Para hadirin terperanjat melihat pemandangan ini.
Sang pejabat pun membuka gulungan surat di tangannya kemudian membaca dengan suara lantang, “Titah Kaisar: Berdasarkan laporan gubernur Hunan, bahwa penduduk Kota Hengshan bernama Liu Zhengfeng banyak berjasa bagi kesejahteraan rakyat, serta mahir dalam ilmu silat. Maka dengan ini, ia dianugerahi pangkat sebagai sersan. Mulai sekarang, Liu Zhengfeng dapat bertugas membaktikan diri kepada pemerintahan untuk membalas budi baik Yang Mulia Kaisar.”
Segera Liu Zhengfeng bersujud beberapa kali sambil berkata, “Terima kasih atas kemurahan hati Yang Mulia!” Ia kemudian bangun kembali dan tidak lupa memberi hormat kepada pejabat tersebut. “Terima kasih banyak atas kebaikan Pembesar Zhang,” lanjutnya.
“Selamat! Selamat!” sahut sang pembesar yang bermarga Zhang itu sambil tertawa. “Mulai sekarang Sersan Liu dan aku sama-sama pejabat pemerintahan. Kita sama-sama mengabdi kepada Yang Mulia Kaisar. Untuk itu, kau tidak perlu segan-segan lagi.”
“Hamba hanya seorang bodoh yang tidak berpengalaman. Untuk selanjutnya, hamba memohon bimbingan dan arahan dari Pembesar Zhang,” ujar Liu Zhengfeng. “Hari ini hamba menerima jabatan dari Yang Mulia Kaisar. Tentu saja ini tidak lepas dari kebaikan hati Tuan Gubernur dan Pembesar Zhang.”
“Ah, tidak juga, tidak juga,” sahut Pembesar Zhang sambil tersenyum.
Liu Zhengfeng membalas senyum, kemudian berkata kepada adik iparnya, “Adik Fang, tolong ambilkan sedikit hadiah untuk Pembesar Zhang.”
Fang Qianju menjawab, “Semua hadiah telah siap, Kakak Ipar.” Usai berkata demikian ia pun masuk ke dalam dan sejenak kemudian muncul kembali dengan membawa sebuah nampan bundar yang di atasnya terdapat bungkusan kain beludru.
Liu Zhengfeng mengambil alih nampan tersebut dan menyodorkannya kepada Pembesar Zhang sambil berkata, “Ini ada sedikit oleh-oleh, tentu tidak sebanding dengan kebaikan Pembesar Zhang kepada hamba. Mohon Pembesar Zhang sudi menerimanya.”

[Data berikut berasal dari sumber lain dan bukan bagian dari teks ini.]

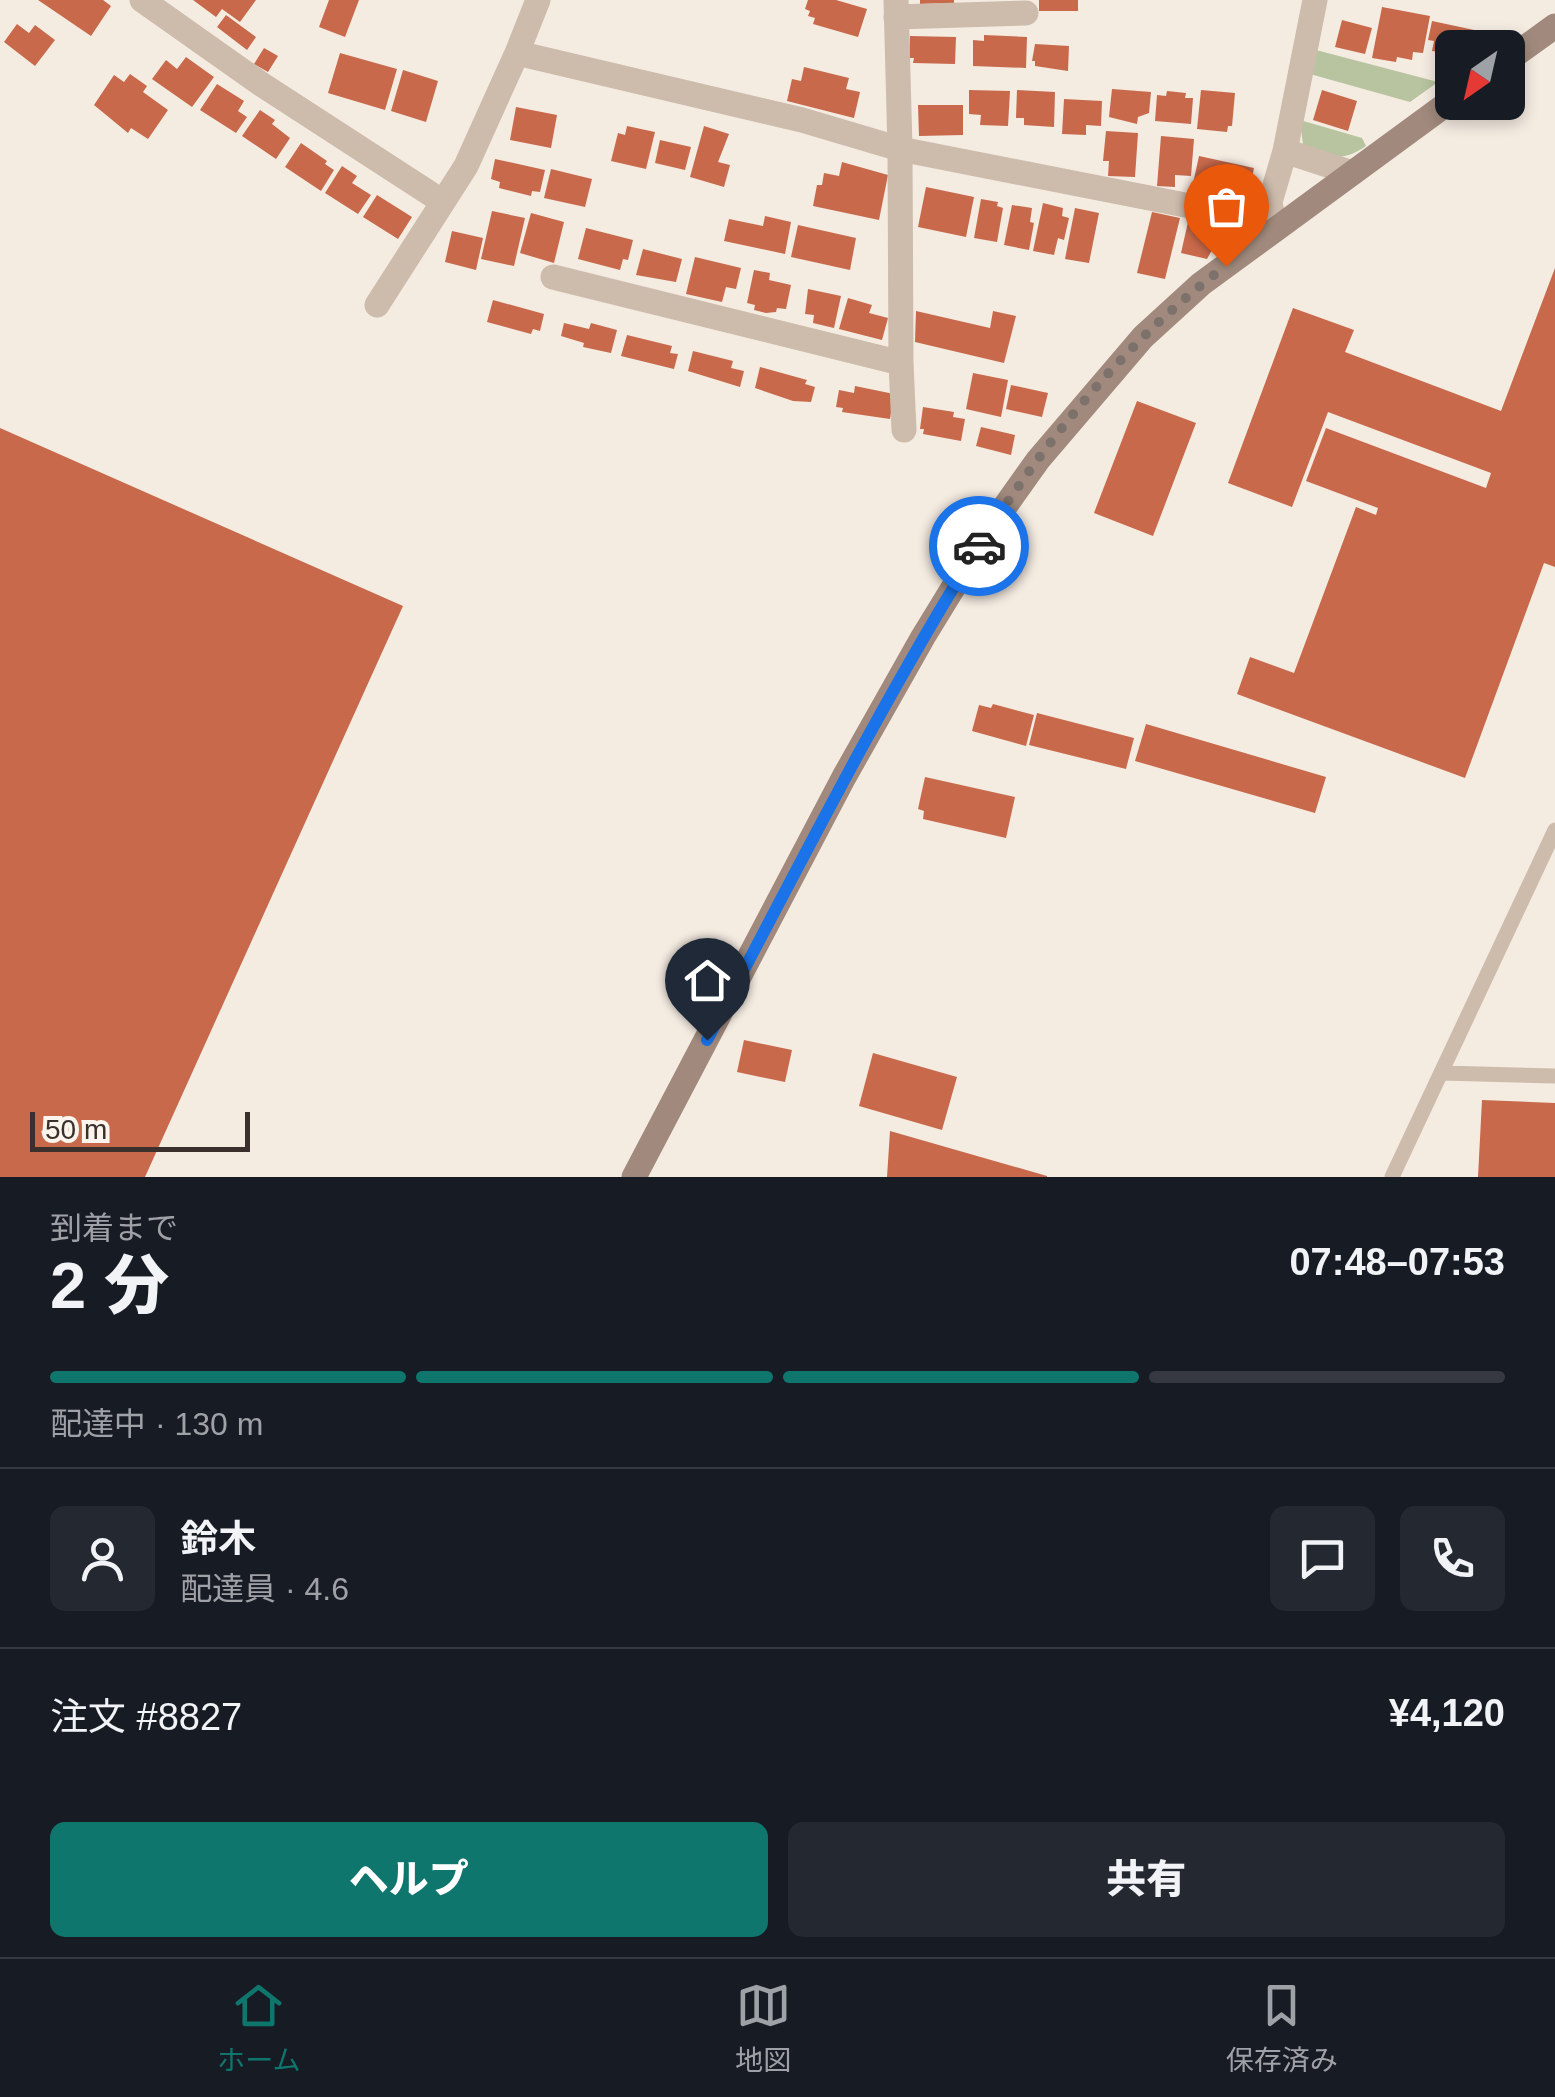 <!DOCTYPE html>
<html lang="ja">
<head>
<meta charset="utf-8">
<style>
  body { margin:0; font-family:Helvetica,"Noto Sans JP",sans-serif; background:#242831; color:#f1f3f6; height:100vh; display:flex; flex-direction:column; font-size:38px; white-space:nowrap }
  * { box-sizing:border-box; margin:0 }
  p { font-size:32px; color:#9ea1a6 }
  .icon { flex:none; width:55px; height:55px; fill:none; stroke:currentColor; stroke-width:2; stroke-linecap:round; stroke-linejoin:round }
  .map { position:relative; height:1177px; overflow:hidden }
  .details { display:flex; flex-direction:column; background:#171b24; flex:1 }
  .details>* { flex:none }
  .needle { width:65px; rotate:214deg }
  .tools { position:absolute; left:1435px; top:30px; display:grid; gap:20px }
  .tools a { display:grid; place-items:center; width:90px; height:90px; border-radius:15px; background:#171b24; box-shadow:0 5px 15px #0003; font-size:50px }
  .scale { position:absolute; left:30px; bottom:25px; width:220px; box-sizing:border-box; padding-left:10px; border:5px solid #3b302b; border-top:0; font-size:28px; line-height:35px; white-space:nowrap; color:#3b302b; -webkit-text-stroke:8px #fbf5ee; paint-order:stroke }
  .pin { position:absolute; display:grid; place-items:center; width:85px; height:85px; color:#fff; margin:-102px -42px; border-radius:50% 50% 50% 0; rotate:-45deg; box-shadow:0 0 10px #0007 }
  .pin .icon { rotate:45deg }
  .courier { position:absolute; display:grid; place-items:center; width:100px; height:100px; margin:-50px; border:8px solid #1a73e8; border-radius:50%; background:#fff; color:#222; box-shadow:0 2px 12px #0007 }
  .summary em { font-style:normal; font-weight:800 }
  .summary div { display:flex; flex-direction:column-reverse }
  .summary { display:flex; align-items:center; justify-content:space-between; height:170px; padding:0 50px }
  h1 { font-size:65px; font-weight:800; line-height:75px }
  .bar { display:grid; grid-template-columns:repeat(4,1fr); gap:15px 10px; align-content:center; height:120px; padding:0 50px }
  .bar i { height:12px; border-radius:8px; background:#363941 }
  .bar .active { background:#0f766e }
  .bar p { grid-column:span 4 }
  .line { display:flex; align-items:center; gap:25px; padding:0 50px; border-top:2px solid #363941 }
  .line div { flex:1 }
  .round { display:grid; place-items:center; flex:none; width:105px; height:105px; border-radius:15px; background:#242831 }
  .cta { display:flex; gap:20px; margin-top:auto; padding:20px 50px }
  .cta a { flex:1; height:115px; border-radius:15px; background:#0f766e; color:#fff; font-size:40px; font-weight:800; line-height:115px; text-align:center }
  .cta a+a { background:#242831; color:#f1f3f6 }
  .menu { display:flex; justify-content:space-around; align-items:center; height:140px; border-top:2px solid #363941; background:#171b24; font-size:28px; color:#9ea1a6 }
  .menu a { display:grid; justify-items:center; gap:5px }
  .menu .active { color:#0f766e }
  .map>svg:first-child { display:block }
</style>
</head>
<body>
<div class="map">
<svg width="1555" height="1177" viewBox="0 0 1555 1177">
  <rect width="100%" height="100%" fill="#f4ebe1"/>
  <path fill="#b8c4a0" d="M 1316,50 L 1438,82 L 1410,102 L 1310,74 Z
    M 1300,120 L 1362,138 L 1366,146 C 1339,164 1332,156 1303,145 Z"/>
  <path fill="#c8694b" d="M 38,0 L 103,0 L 111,6 L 91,36 Z
    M 193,0 L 256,0 L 240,22 L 222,9 L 216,17 Z
    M 329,0 L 359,0 L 345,37 L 319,27 Z
    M 808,0 L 836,0 L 867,9 L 858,37 L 813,24 L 815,18 L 808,16 L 810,11 L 805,9 Z
    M 920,0 L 954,0 L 954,3 L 920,4 Z
    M 1039,0 L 1078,0 L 1078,11 L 1039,11 Z
    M 1382,7 L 1430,16 L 1423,53 L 1413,52 L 1412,60 L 1397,57 L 1396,62 L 1372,58 Z
    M 226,15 L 256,37 L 247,50 L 217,27 Z
    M 1342,20 L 1372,28 L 1365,54 L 1335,47 Z
    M 1432,21 L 1479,31 L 1476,48 L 1452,48 L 1452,61 L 1437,58 L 1438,52 L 1432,51 L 1434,41 L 1428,40 Z
    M 17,24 L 29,33 L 35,25 L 55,40 L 35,66 L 4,42 Z
    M 984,35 L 1027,37 L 1026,68 L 973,66 L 973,40 L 984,41 Z
    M 910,36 L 956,37 L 955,64 L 913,63 L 914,58 L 909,58 Z
    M 1035,44 L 1069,46 L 1068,71 L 1035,66 L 1035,61 L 1032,61 Z
    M 264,48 L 278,56 L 268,72 L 254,64 Z
    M 340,53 L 397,69 L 385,110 L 328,93 Z
    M 186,57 L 214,77 L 192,107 L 152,79 L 166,60 L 177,69 Z
    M 804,67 L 849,78 L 846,89 L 860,92 L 854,118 L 787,101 L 792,79 L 801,81 Z
    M 403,70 L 438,81 L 426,122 L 391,111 Z
    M 130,74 L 147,86 L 143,92 L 168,110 L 148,139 L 131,128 L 128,133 L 94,105 L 114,75 L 124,82 Z
    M 217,84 L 244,101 L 238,111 L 247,117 L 236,133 L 200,110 Z
    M 1112,89 L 1151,92 L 1149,113 L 1138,117 L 1137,124 L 1109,117 Z
    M 969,90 L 1010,91 L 1008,126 L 980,125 L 981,115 L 969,114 Z
    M 1017,90 L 1055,92 L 1054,127 L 1024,125 L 1024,118 L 1016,118 Z
    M 1201,90 L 1235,93 L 1232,126 L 1228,126 L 1227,132 L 1197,129 Z
    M 1322,90 L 1357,101 L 1348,131 L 1313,120 Z
    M 1167,91 L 1186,93 L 1185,98 L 1193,98 L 1191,124 L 1155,121 L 1157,95 L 1166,96 Z
    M 1064,99 L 1102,101 L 1101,126 L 1086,125 L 1086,135 L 1062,134 Z
    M 918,105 L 963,105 L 963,135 L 919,136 Z
    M 516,107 L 557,115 L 551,148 L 510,140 Z
    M 260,110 L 275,120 L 272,124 L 290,138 L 276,159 L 242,136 Z
    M 627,126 L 655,132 L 646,169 L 611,161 L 618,133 L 625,135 Z
    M 704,126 L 729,134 L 718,162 L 730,165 L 724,187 L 690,177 Z
    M 1106,131 L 1138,133 L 1135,177 L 1108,176 L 1109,161 L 1103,161 Z
    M 1161,136 L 1194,139 L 1191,176 L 1175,175 L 1175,187 L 1157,186 Z
    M 660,140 L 691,147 L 685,170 L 655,163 Z
    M 301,143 L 327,161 L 325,164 L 334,170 L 321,191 L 285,167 Z
    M 1199,156 L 1254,168 L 1246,205 L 1191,193 Z
    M 495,159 L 545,170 L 540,192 L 532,191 L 531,196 L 499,188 L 500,182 L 491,179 Z
    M 842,162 L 888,175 L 879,220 L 813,206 L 817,185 L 822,185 L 824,173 L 839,176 Z
    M 342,166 L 357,176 L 352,183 L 371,195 L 358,214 L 325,193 Z
    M 551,169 L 592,179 L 585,207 L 544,198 Z
    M 926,187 L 974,197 L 966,237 L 918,227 Z
    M 377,195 L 412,217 L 398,239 L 363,217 Z
    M 981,199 L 998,202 L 997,206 L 1003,208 L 997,242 L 974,238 Z
    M 1043,203 L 1063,208 L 1062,216 L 1069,218 L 1064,240 L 1058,238 L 1054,255 L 1033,251 Z
    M 1012,205 L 1032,208 L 1030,222 L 1034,223 L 1029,250 L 1004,245 Z
    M 1075,208 L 1099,213 L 1089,263 L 1065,259 Z
    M 492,211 L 525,218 L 514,266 L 481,259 Z
    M 1152,212 L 1180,218 L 1165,279 L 1137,273 Z
    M 531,213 L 564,222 L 554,263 L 520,253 Z
    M 765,216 L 791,222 L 785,254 L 724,241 L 729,219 L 763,226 Z
    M 1188,222 L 1227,231 L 1223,249 L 1212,250 L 1207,259 L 1181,253 Z
    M 798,225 L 856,238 L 850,270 L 791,257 Z
    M 586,228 L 633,240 L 628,260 L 623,259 L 620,270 L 578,259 Z
    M 452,231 L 483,238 L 476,270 L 445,262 Z
    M 643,249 L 682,259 L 676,282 L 636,275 Z
    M 695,257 L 741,268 L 736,289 L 726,287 L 722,302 L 686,294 Z
    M 1555,268 L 1555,567 L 1544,563 L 1465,778 L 1237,694 L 1250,657 L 1294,673 L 1356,507 L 1376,515 L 1378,508 L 1306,481 L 1326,428 L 1486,488 L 1491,473 L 1328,412 L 1292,507 L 1228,483 L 1293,308 L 1354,330 L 1345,352 L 1501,411 Z
    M 754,270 L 770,273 L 769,280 L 791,285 L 786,309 L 777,308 L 776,312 L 766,313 L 754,310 L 755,305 L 747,303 Z
    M 808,289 L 841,296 L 834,328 L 813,323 L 814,315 L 805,314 Z
    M 848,298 L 872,305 L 869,313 L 888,318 L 882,340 L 839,329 Z
    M 493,300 L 544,314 L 540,331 L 533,329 L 531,334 L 487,322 Z
    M 916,311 L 990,328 L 993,311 L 1016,316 L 1004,363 L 915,342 Z
    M 564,323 L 589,329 L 591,323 L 617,330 L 611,353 L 583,347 L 584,343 L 561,336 Z
    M 627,335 L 672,346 L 670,353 L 678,354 L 674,369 L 621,356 Z
    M 693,351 L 733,361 L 731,368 L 744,371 L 740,387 L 688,371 Z
    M 760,367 L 807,380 L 805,384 L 815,387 L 811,402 L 793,401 L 755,388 Z
    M 973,373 L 1008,380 L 1001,417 L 966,409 Z
    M 1011,385 L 1048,393 L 1042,417 L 1006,409 Z
    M 855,386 L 894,394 L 890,419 L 842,412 L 843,408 L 836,407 L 839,390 L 854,393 Z
    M 1137,401 L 1196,423 L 1153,536 L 1094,513 Z
    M 923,407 L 954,412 L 953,417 L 965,419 L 961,441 L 923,434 L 924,429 L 920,429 Z
    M 981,427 L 1015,435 L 1011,455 L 976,446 Z
    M 0,428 L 403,606 L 145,1177 L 0,1177 Z
    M 993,704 L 1034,715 L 1026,746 L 972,731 L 979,705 L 991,708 Z
    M 1037,713 L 1134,738 L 1126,769 L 1029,745 Z
    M 1146,724 L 1326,777 L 1315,813 L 1135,761 Z
    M 925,777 L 1015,797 L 1006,838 L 923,819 L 924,811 L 918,809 Z
    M 744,1040 L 792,1050 L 785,1082 L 737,1072 Z
    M 873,1053 L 957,1077 L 942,1130 L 859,1106 Z
    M 1482,1100 L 1555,1103 L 1555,1177 L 1478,1177 Z
    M 890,1131 L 1047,1176 L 1047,1177 L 887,1177 Z"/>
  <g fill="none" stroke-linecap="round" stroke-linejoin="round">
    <path stroke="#cdbbac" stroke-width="15" d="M 1442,1073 L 1555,1076
      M 1392,1177 L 1555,830"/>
    <path stroke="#cdbbac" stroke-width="25" d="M 142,0 L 261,84 L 443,202 L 466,166 L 517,53 L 802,120 L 900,149 L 1251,218 L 1275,229
      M 1315,0 L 1285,151 L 1352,173
      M 896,17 L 1026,13
      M 517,53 L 538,0
      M 1275,229 L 1270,202 L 1285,151
      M 553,277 L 901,363 L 900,149 L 896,0
      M 377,305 L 443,202
      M 901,363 L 904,430"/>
    <path stroke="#a18a7d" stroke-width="25" d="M 1508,60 L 1555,26
      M 634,1177 L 844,777 L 923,637 L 991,526 L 1038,460 L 1143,337 L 1201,284 L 1452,100"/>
  </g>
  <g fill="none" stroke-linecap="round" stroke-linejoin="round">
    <path stroke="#7c716b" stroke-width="10" stroke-dasharray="0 18" d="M 979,546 C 1044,442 1127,339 1226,266"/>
    <path stroke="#1a73e8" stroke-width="12" d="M 707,1040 C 795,874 879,706 979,546"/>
  </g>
</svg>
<div class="tools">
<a><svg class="needle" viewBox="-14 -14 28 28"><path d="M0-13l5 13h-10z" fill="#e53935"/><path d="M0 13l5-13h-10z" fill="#9ea1a6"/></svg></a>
</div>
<div class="scale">50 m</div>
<div class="pin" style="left:1226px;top:266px;background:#ea580c"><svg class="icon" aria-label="bag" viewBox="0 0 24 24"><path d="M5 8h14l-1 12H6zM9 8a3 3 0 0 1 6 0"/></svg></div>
<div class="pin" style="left:707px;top:1040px;background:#1f2937"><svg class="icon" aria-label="home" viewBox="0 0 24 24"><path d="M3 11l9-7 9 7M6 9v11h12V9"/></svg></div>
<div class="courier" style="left:979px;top:546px"><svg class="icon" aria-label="car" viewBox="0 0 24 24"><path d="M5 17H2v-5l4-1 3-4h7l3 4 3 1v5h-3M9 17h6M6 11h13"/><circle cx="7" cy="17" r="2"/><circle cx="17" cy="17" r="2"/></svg></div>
</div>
<section class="details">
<div class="summary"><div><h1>2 分</h1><p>到着まで</p></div><em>07:48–07:53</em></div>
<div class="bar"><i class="active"></i><i class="active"></i><i class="active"></i><i></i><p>配達中 · 130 m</p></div>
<div class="line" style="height:180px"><a class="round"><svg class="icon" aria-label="person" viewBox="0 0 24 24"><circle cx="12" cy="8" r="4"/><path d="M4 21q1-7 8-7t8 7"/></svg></a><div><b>鈴木</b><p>配達員 · 4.6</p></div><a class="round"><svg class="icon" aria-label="chat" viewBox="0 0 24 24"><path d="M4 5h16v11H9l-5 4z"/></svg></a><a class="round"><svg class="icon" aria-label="phone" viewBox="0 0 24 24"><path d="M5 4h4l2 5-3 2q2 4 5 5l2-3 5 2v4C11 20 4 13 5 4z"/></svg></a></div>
<div class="line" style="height:130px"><div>注文 #8827</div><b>¥4,120</b></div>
<div class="cta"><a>ヘルプ</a><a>共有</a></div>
</section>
<nav class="menu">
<a class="active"><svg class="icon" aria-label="home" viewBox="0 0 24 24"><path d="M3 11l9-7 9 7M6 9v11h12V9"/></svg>ホーム</a>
<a><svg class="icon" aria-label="map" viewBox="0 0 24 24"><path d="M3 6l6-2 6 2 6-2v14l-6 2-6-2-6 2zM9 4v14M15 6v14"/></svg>地図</a>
<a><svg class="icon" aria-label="saved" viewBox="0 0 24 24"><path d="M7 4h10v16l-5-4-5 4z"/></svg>保存済み</a>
</nav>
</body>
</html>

“Ah, kita ini sudah seperti saudara. Tidak perlu seperti ini,” jawab Pembesar Zhang sambil tertawa. Ia lantas berkedip ke arah pengawalnya. Si pengawal tanggap dan segera mengambil alih nampan tersebut dari tangan Liu Zhengfeng.
Dengan wajah berseri-seri, Pembesar Zhang berkata, “Untuk urusan dinas saya tidak boleh terlalu lama di sini. Marilah kita minum barang tiga cawan, dengan harapan semoga Sersan Liu lekas-lekas naik pangkat ke tingkatan selanjutnya.”
Para pelayan rupanya sudah mempersiapkan diri sedemikian rupa. Mereka pun menyodorkan nampan berisi sepoci arak dengan dua cawan untuk sang pembesar dan tuan rumah. Setelah masing-masing minum tiga cawan, Pembesar Zhang pun mohon diri dengan diantarkan Liu Zhengfeng sampai ke depan pintu utama rumahnya. Suara genderang dan simbal kembali berbunyi mengiringi kepergian mereka.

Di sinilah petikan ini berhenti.